What is needed -
Go through the lines below and copy each one that holds the string "block".

[Start of Attachment]

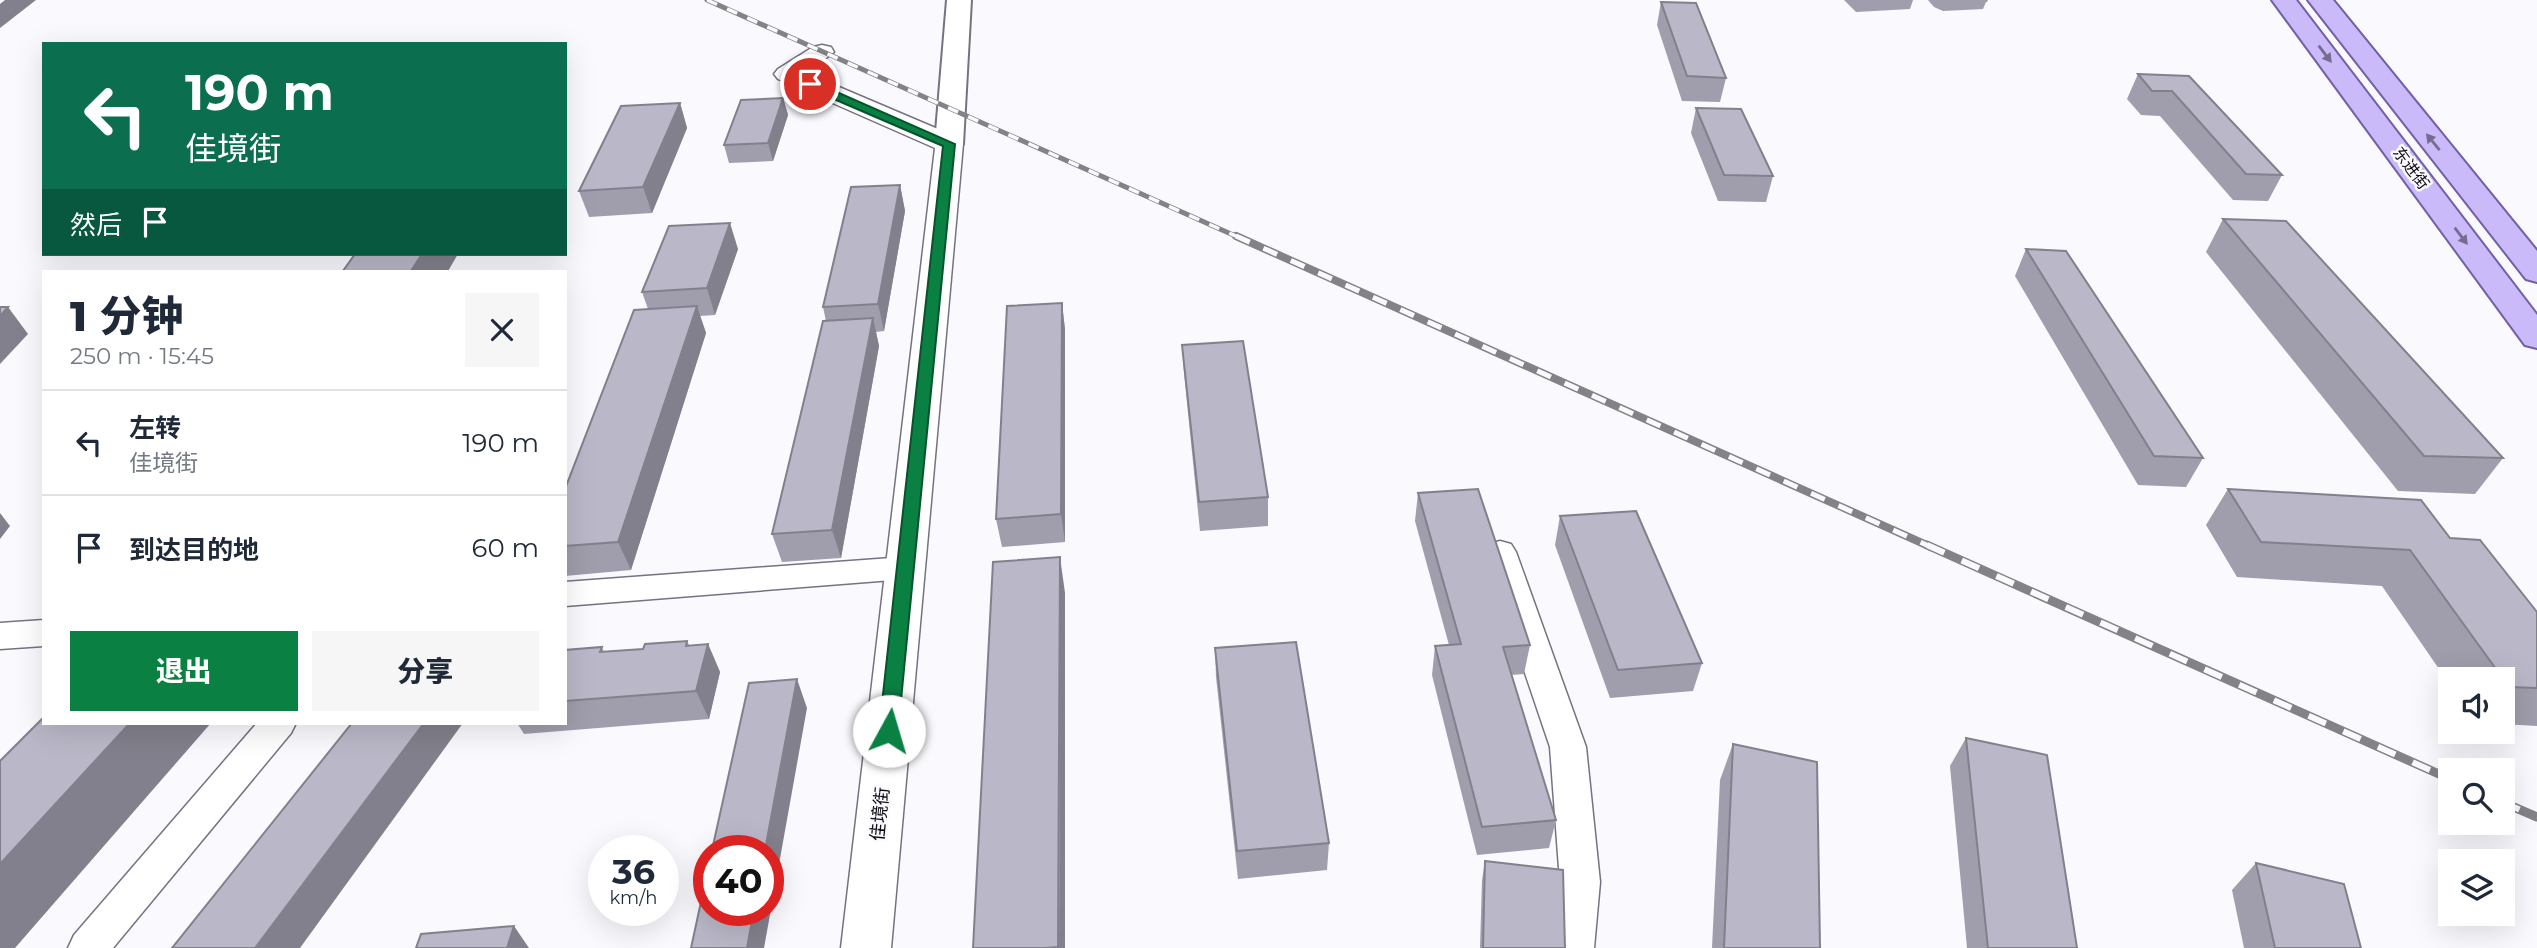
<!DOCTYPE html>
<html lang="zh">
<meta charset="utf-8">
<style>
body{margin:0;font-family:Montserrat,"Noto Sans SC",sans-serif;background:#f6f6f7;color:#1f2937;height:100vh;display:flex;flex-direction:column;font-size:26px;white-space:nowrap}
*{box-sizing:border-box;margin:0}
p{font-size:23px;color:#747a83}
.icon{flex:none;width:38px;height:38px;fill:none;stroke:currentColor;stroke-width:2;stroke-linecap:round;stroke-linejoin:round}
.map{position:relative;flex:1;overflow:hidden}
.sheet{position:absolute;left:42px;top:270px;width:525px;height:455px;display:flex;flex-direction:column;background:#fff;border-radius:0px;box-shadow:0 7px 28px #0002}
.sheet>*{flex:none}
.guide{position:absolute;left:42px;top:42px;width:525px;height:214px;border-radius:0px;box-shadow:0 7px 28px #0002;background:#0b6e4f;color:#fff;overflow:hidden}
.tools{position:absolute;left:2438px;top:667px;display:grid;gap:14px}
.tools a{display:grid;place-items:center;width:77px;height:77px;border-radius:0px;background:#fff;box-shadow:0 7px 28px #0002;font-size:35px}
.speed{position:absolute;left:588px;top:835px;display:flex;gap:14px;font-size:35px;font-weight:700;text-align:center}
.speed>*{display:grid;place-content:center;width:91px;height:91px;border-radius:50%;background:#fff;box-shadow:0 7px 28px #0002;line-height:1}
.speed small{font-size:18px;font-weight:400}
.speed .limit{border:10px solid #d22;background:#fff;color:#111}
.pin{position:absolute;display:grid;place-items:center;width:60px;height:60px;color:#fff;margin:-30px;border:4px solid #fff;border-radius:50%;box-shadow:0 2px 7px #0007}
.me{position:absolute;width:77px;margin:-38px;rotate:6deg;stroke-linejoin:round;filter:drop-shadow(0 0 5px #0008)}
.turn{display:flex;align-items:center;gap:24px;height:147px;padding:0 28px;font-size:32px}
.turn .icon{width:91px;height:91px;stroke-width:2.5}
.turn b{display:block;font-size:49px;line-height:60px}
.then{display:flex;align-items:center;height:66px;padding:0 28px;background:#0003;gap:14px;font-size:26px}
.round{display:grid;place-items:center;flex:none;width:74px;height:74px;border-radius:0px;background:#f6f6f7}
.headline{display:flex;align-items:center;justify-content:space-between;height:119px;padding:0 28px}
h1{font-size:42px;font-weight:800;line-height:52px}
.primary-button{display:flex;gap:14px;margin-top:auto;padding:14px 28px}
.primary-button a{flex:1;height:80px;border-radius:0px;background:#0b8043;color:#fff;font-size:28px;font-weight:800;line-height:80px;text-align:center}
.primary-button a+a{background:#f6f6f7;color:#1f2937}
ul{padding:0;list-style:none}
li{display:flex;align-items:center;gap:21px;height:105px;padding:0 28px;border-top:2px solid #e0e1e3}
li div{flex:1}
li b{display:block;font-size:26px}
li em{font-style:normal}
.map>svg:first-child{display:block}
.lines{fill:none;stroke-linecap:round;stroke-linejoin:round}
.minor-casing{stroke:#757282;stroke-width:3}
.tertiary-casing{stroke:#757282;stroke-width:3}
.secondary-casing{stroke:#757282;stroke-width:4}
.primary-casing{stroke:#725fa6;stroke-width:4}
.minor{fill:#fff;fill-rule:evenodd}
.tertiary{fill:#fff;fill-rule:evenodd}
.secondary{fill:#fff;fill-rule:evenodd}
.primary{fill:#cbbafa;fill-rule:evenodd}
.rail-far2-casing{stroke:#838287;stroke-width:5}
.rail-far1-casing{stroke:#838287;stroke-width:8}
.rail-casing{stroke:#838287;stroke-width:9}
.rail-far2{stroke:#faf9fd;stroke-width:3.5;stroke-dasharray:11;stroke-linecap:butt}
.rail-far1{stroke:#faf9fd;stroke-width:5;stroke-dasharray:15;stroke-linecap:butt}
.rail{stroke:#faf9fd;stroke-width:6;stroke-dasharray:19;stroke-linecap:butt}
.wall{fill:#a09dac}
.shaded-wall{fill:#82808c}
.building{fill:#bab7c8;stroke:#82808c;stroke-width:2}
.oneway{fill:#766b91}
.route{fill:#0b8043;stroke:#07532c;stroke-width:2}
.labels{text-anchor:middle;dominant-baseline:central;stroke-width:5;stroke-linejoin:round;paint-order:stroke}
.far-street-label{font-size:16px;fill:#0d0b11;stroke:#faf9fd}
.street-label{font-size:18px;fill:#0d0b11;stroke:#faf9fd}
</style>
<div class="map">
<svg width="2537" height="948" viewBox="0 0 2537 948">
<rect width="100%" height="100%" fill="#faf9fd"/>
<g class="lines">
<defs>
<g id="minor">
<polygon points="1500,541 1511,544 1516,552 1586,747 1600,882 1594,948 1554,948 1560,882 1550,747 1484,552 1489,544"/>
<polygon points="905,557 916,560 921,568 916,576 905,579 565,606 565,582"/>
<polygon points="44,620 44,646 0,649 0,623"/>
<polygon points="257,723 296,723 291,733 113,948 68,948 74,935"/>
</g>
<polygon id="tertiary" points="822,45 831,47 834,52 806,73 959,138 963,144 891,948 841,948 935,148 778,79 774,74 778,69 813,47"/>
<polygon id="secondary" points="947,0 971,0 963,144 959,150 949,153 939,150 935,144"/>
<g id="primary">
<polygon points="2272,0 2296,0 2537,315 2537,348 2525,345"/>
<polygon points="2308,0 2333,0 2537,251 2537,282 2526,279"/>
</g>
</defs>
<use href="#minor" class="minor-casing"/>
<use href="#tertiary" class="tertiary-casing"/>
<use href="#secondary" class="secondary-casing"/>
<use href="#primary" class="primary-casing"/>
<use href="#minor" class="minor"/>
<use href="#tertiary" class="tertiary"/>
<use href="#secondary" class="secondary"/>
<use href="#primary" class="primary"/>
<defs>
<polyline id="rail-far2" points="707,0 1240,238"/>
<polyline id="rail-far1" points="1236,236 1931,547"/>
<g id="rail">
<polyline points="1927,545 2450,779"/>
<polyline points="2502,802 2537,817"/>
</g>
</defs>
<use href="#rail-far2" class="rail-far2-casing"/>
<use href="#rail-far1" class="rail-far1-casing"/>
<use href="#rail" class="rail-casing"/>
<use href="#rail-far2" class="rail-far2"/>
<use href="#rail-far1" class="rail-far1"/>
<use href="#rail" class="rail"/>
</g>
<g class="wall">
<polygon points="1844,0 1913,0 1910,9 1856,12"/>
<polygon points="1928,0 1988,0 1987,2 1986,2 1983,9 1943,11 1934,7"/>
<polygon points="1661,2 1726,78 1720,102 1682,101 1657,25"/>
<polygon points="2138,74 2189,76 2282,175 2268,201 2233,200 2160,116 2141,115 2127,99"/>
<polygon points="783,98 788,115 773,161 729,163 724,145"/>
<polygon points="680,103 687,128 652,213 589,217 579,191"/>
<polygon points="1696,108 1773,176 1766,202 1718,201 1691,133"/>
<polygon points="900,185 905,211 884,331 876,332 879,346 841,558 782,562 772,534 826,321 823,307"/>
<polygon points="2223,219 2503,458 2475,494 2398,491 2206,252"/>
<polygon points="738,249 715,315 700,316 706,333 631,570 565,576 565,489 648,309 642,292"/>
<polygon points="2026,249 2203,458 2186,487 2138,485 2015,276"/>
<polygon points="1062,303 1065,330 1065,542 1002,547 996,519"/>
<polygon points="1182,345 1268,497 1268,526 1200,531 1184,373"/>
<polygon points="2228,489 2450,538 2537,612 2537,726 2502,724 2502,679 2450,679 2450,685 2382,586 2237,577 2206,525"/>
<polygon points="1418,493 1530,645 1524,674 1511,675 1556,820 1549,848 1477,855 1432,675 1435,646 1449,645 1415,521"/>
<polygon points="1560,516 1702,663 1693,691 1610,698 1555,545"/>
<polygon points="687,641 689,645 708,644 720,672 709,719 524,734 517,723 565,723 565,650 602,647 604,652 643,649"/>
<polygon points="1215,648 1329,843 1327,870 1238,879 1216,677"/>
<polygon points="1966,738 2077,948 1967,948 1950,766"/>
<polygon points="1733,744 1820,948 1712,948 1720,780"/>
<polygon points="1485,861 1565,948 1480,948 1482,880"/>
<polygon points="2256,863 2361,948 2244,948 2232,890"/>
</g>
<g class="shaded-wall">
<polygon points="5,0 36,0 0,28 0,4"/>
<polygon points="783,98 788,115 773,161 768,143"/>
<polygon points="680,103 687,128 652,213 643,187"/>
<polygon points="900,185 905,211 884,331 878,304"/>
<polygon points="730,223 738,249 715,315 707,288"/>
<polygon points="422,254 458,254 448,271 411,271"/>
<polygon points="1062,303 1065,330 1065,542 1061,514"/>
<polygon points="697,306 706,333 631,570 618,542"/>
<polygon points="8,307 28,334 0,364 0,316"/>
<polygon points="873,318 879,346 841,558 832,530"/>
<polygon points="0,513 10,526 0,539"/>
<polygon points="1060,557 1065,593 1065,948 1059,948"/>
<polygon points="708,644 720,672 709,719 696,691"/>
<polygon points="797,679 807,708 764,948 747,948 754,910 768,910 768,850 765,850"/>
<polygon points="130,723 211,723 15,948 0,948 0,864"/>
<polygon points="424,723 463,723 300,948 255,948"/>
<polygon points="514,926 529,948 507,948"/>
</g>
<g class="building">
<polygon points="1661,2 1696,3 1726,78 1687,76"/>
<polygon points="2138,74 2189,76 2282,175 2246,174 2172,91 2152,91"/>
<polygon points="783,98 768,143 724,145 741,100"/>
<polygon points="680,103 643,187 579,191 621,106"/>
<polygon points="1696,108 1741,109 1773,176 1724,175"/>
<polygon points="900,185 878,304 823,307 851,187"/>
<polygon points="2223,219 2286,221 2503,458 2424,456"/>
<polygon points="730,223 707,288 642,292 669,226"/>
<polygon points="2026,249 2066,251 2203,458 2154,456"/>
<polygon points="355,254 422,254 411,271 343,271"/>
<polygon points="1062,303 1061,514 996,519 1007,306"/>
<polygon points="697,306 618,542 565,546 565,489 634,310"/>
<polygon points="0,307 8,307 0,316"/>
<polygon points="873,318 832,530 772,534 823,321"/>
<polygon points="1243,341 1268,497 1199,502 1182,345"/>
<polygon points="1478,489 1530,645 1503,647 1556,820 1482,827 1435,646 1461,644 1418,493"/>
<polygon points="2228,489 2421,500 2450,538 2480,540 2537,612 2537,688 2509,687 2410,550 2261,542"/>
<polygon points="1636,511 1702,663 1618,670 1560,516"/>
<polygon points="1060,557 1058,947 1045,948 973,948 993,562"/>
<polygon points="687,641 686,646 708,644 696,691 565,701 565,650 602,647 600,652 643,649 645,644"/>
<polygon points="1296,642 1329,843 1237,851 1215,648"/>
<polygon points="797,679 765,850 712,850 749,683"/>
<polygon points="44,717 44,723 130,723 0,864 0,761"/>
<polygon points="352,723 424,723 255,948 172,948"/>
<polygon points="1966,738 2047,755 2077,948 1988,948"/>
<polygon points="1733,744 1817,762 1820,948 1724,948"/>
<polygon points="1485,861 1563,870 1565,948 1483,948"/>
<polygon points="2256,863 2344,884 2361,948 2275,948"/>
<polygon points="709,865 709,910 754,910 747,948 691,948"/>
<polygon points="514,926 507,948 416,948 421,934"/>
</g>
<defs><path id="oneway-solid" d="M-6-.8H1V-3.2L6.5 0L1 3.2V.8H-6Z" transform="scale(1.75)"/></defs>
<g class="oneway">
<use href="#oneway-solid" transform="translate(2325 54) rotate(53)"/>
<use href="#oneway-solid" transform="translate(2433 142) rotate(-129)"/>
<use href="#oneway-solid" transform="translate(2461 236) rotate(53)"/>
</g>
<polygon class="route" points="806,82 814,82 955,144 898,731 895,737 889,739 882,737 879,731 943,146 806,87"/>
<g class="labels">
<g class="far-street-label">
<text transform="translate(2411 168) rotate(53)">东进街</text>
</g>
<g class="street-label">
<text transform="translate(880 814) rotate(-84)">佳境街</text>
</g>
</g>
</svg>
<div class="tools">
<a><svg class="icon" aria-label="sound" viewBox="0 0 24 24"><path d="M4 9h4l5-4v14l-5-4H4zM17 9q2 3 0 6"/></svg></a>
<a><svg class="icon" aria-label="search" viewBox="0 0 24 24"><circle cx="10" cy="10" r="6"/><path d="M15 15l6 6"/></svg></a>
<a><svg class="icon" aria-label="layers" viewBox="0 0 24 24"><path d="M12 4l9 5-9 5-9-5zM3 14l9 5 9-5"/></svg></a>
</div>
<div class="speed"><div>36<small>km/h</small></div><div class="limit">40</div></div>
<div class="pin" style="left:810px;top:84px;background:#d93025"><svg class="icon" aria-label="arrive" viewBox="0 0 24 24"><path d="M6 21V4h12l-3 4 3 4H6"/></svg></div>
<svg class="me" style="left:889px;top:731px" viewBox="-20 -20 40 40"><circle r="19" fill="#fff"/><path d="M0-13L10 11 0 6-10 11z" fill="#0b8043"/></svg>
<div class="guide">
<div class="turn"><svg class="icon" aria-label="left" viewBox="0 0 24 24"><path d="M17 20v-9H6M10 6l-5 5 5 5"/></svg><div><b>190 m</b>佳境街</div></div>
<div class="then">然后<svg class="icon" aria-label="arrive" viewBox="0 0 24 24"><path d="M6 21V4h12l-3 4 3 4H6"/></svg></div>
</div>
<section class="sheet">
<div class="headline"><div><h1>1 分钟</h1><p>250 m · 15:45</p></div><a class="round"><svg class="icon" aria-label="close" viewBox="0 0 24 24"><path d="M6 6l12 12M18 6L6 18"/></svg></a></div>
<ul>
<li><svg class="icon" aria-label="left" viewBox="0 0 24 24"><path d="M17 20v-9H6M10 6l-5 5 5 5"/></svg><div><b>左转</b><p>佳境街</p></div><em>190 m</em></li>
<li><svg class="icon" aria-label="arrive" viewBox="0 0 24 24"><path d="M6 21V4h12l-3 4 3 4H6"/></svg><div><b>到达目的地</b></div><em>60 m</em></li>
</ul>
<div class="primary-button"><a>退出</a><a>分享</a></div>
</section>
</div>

[End of Attachment]

Solution for this exercise -
.turn b{display:block;font-size:49px;line-height:60px}
li b{display:block;font-size:26px}
.map>svg:first-child{display:block}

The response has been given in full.